MATERIAL PROVIDED
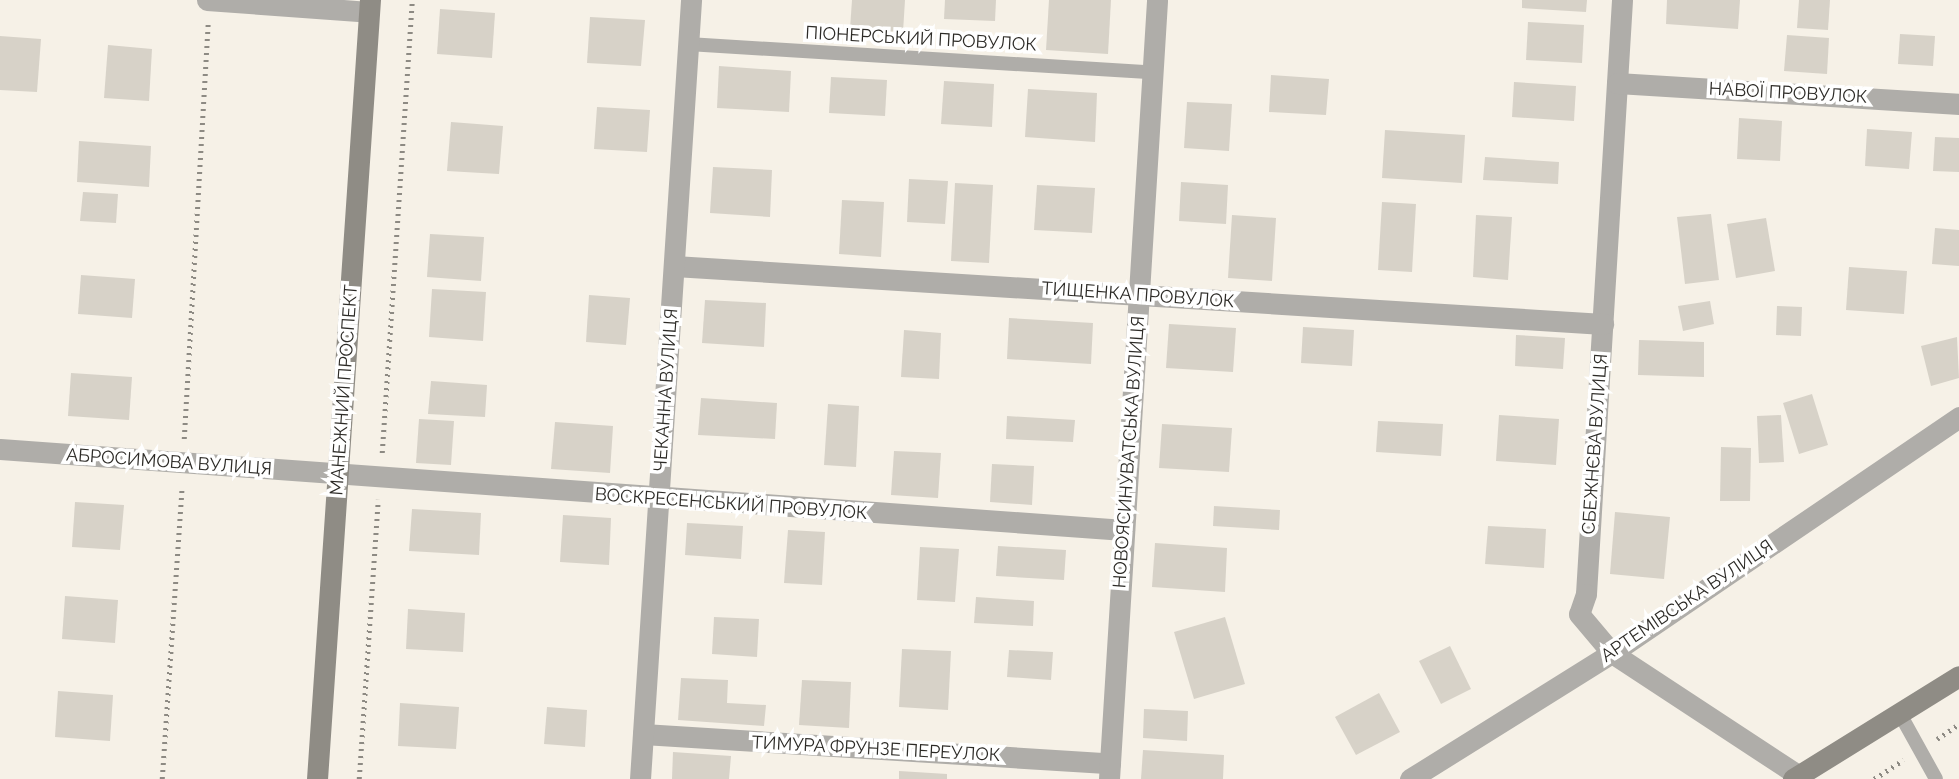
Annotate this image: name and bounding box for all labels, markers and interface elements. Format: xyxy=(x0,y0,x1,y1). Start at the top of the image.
street label: ПIОНЕРСЬКИЙ ПРОВУЛОК xyxy=(805,22,1037,56)
street label: НАВОЇ ПРОВУЛОК xyxy=(1708,78,1868,108)
street label: ТИЩЕНКА ПРОВУЛОК xyxy=(1041,277,1235,313)
street label: МАНЕЖНИЙ ПРОСПЕКТ xyxy=(326,284,362,496)
street label: ЧЕКАННА ВУЛИЦЯ xyxy=(650,307,682,473)
street label: НОВОЯСИНУВАТСЬКА ВУЛИЦЯ xyxy=(1109,315,1149,589)
street label: СБЕЖНЄВА ВУЛИЦЯ xyxy=(1578,353,1612,535)
street label: АБРОСИМОВА ВУЛИЦЯ xyxy=(65,444,273,480)
street label: ВОСКРЕСЕНСЬКИЙ ПРОВУЛОК xyxy=(594,484,868,524)
street label: АРТЕМІВСЬКА ВУЛИЦЯ xyxy=(1597,535,1777,667)
street label: ТИМУРА ФРУНЗЕ ПЕРЕУЛОК xyxy=(751,732,1001,766)

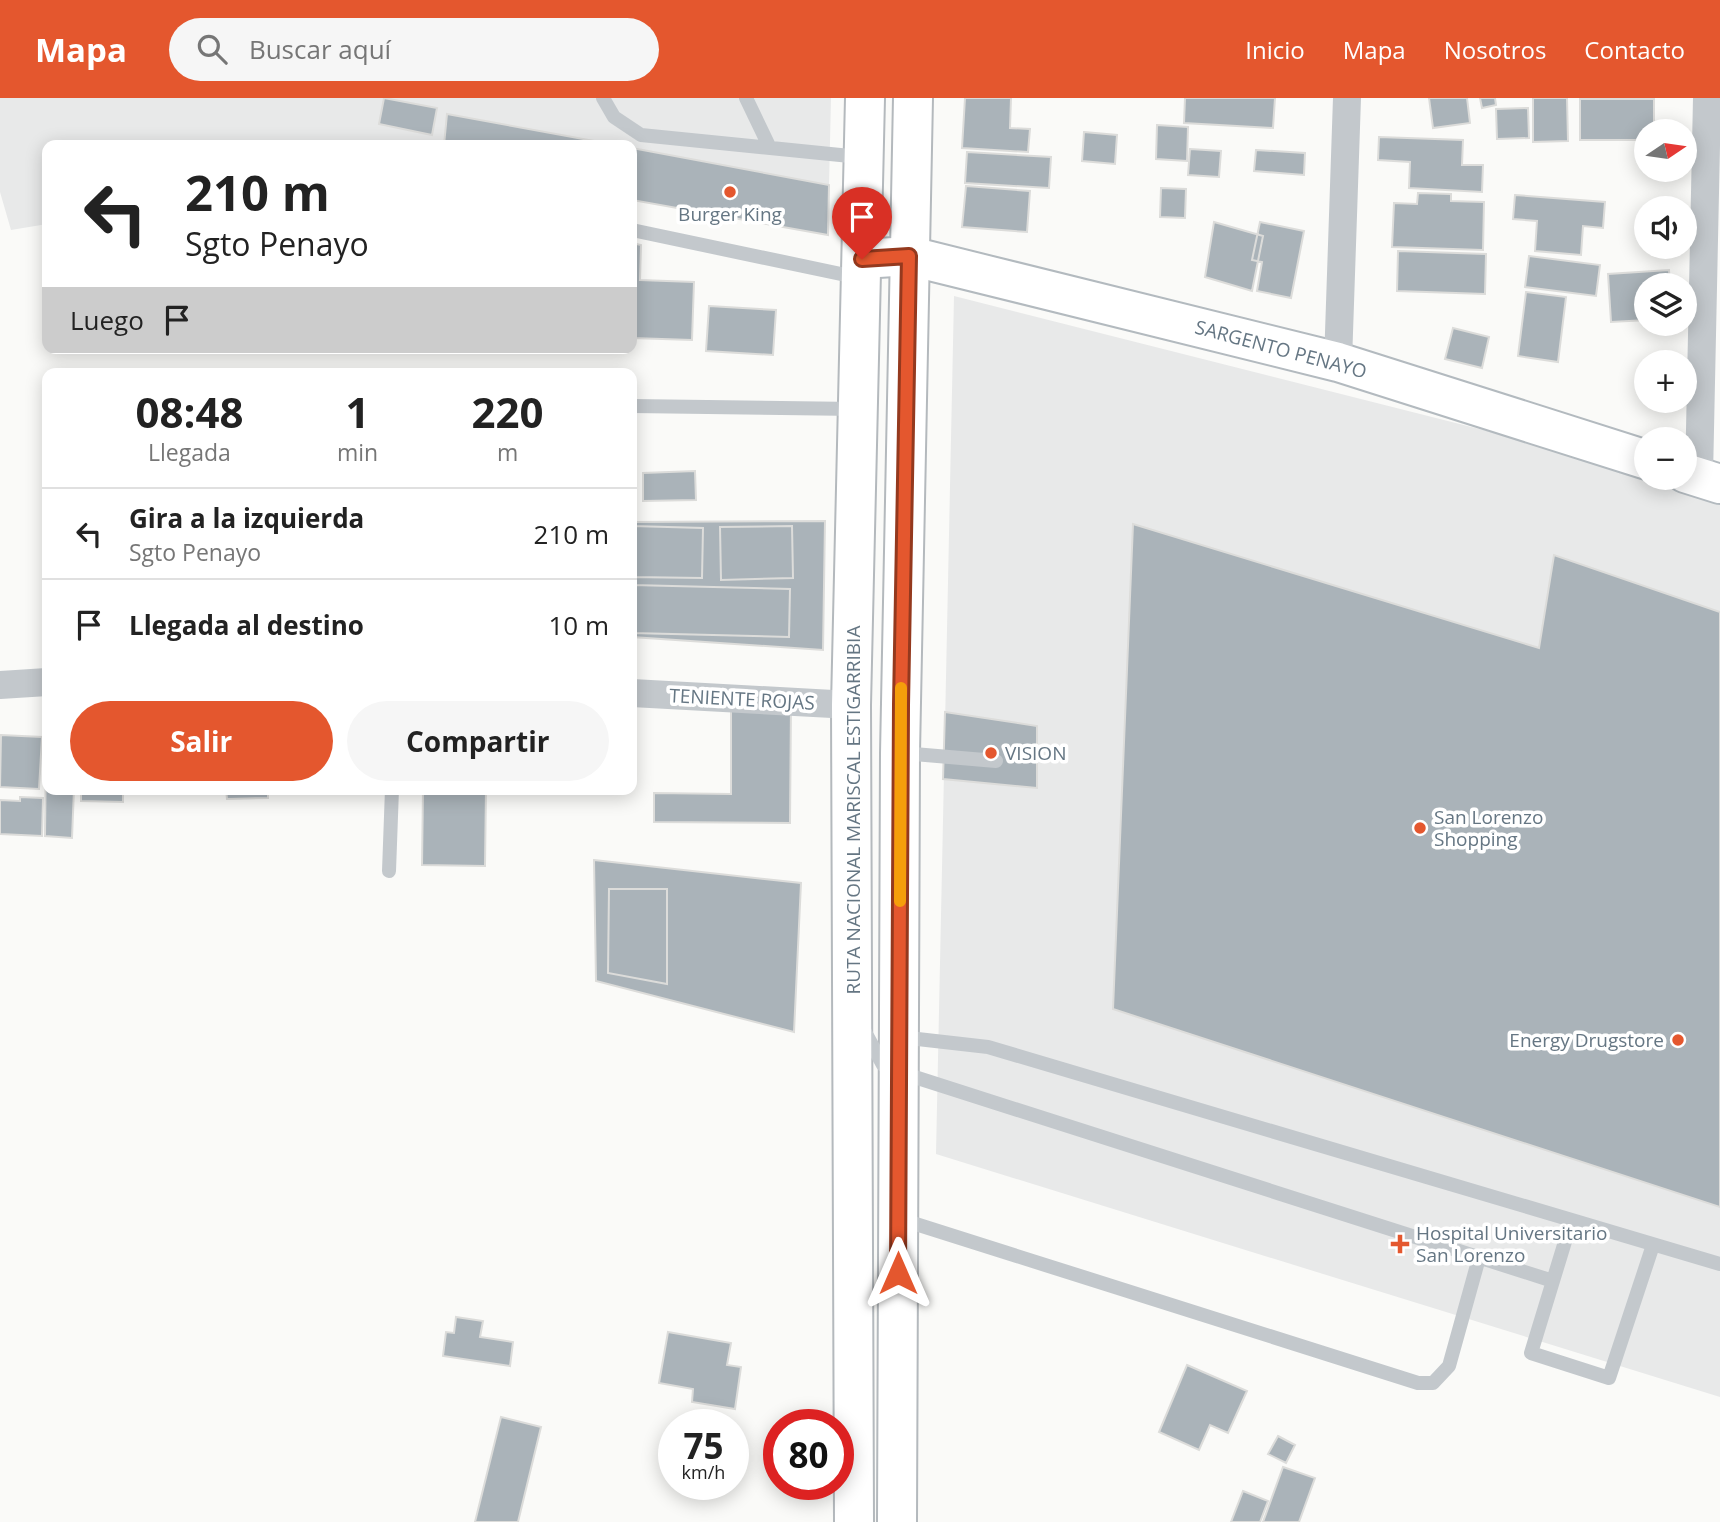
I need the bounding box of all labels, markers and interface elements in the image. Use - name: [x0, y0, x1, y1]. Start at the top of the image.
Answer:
- search box: [169, 18, 659, 81]
- text: Mapa: [35, 27, 127, 72]
- icon: search: [193, 30, 231, 68]
- text: Buscar aquí: [249, 31, 391, 67]
- text: Inicio: [1245, 33, 1305, 66]
- text: Mapa: [1343, 33, 1406, 66]
- text: Nosotros: [1444, 33, 1546, 66]
- text: Contacto: [1584, 33, 1685, 66]
- north arrow: [1634, 119, 1698, 182]
- map controls: [1634, 119, 1697, 490]
- text: 210 m: [185, 159, 330, 225]
- icon: left: [70, 168, 161, 259]
- marker: Burger King: [722, 184, 738, 200]
- pin: [832, 187, 892, 259]
- button: sound: [1634, 196, 1697, 259]
- icon: arrive: [843, 198, 881, 236]
- place label: Burger King: [678, 201, 782, 227]
- text: Sgto Penayo: [185, 222, 369, 265]
- button: layers: [1634, 273, 1697, 336]
- icon: arrive: [158, 301, 196, 339]
- text: Luego: [70, 302, 144, 338]
- street label: SARGENTO PENAYO: [1192, 314, 1370, 384]
- button: +: [1634, 350, 1697, 413]
- text: 08:48: [135, 383, 243, 440]
- text: 1: [345, 383, 370, 440]
- text: 220: [472, 383, 544, 440]
- button: −: [1634, 427, 1697, 490]
- text: Llegada: [148, 436, 231, 468]
- text: min: [337, 436, 378, 468]
- text: m: [497, 436, 518, 468]
- text: Gira a la izquierda: [129, 500, 364, 536]
- icon: left: [70, 515, 108, 553]
- text: 210 m: [534, 516, 609, 552]
- text: Sgto Penayo: [129, 536, 261, 568]
- icon: arrive: [70, 606, 108, 644]
- text: Llegada al destino: [129, 607, 364, 643]
- text: 10 m: [548, 607, 609, 643]
- street label: RUTA NACIONAL MARISCAL ESTIGARRIBIA: [840, 626, 866, 994]
- street label: TENIENTE ROJAS: [669, 682, 815, 716]
- button: Salir: [70, 701, 333, 781]
- button: Compartir: [347, 701, 609, 781]
- place label: VISION: [1005, 740, 1066, 766]
- marker: VISION: [983, 745, 999, 761]
- place label: San Lorenzo Shopping: [1434, 804, 1543, 852]
- marker: San Lorenzo Shopping: [1412, 820, 1428, 836]
- place label: Energy Drugstore: [1509, 1027, 1664, 1053]
- marker: Energy Drugstore: [1670, 1032, 1686, 1048]
- place label: Hospital Universitario San Lorenzo: [1416, 1220, 1607, 1268]
- marker: Hospital Universitario San Lorenzo: [1390, 1234, 1410, 1254]
- position arrow: [861, 1236, 935, 1310]
- speed limit sign: 80: [763, 1409, 854, 1500]
- text: 75: [683, 1422, 724, 1469]
- text: km/h: [682, 1460, 725, 1484]

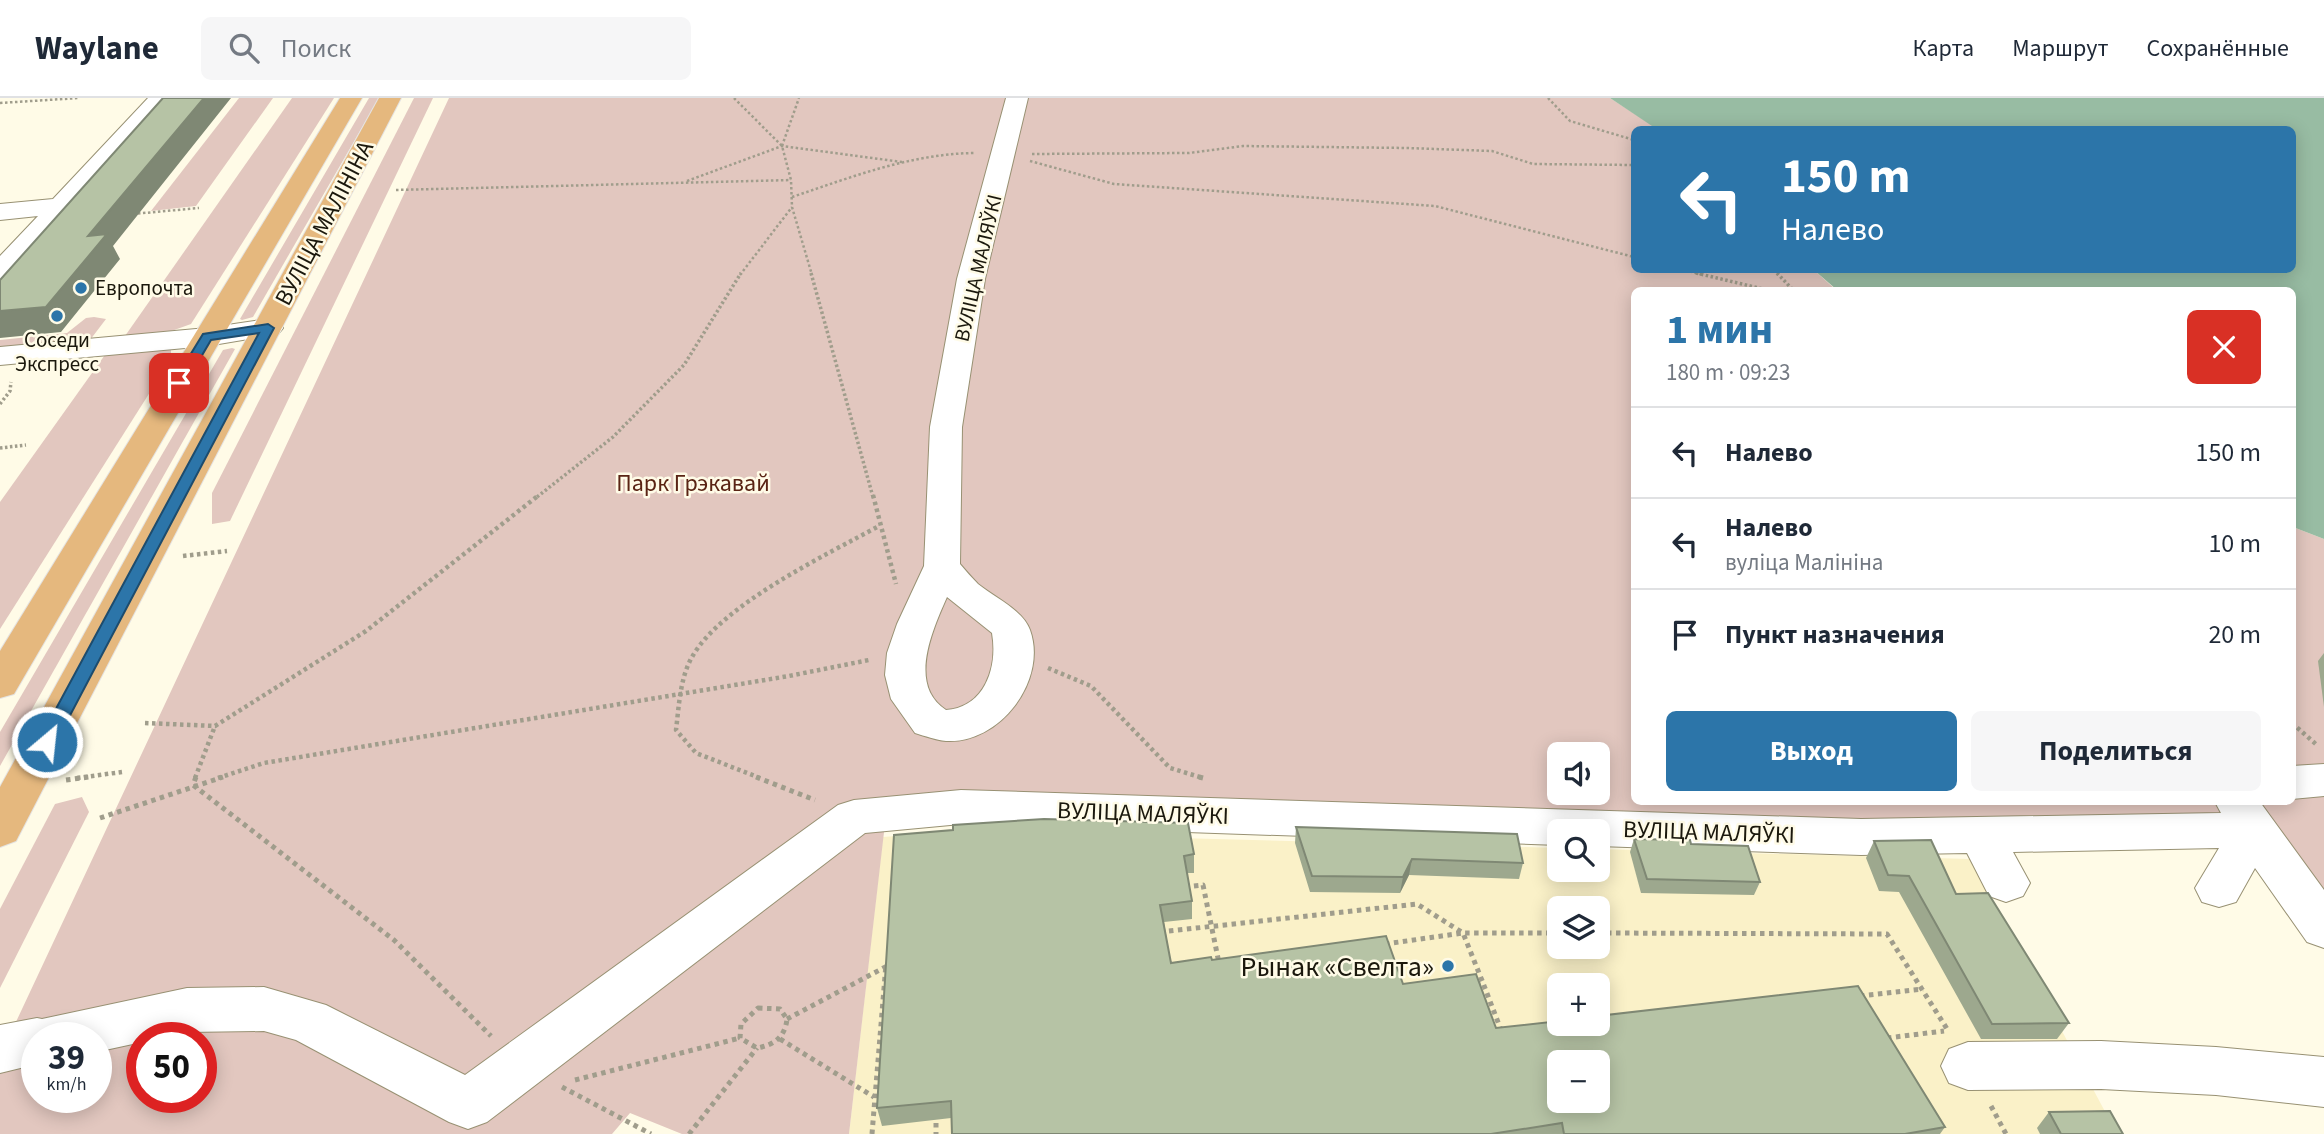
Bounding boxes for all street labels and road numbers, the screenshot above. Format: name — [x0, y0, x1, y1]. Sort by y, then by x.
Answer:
street label: ВУЛІЦА МАЛІНІНА — [266, 134, 383, 312]
street label: ВУЛІЦА МАЛЯЎКІ — [946, 191, 1010, 345]
street label: ВУЛІЦА МАЛЯЎКІ — [1056, 793, 1230, 834]
street label: ВУЛІЦА МАЛЯЎКІ — [1622, 812, 1796, 853]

WORK REQUIRED
Scan the entries above for the word "image". Report the lines that hold it.

RESULT OF THIS TASK
Annotate this image: name and bounding box for all labels, markers and interface elements. Format: xyxy=(x0,y0,x1,y1). Start at the top of the image.
I need the bounding box of all labels, markers and interface elements in the image. Use - name: [x0, y0, x1, y1]. Start at the top of the image.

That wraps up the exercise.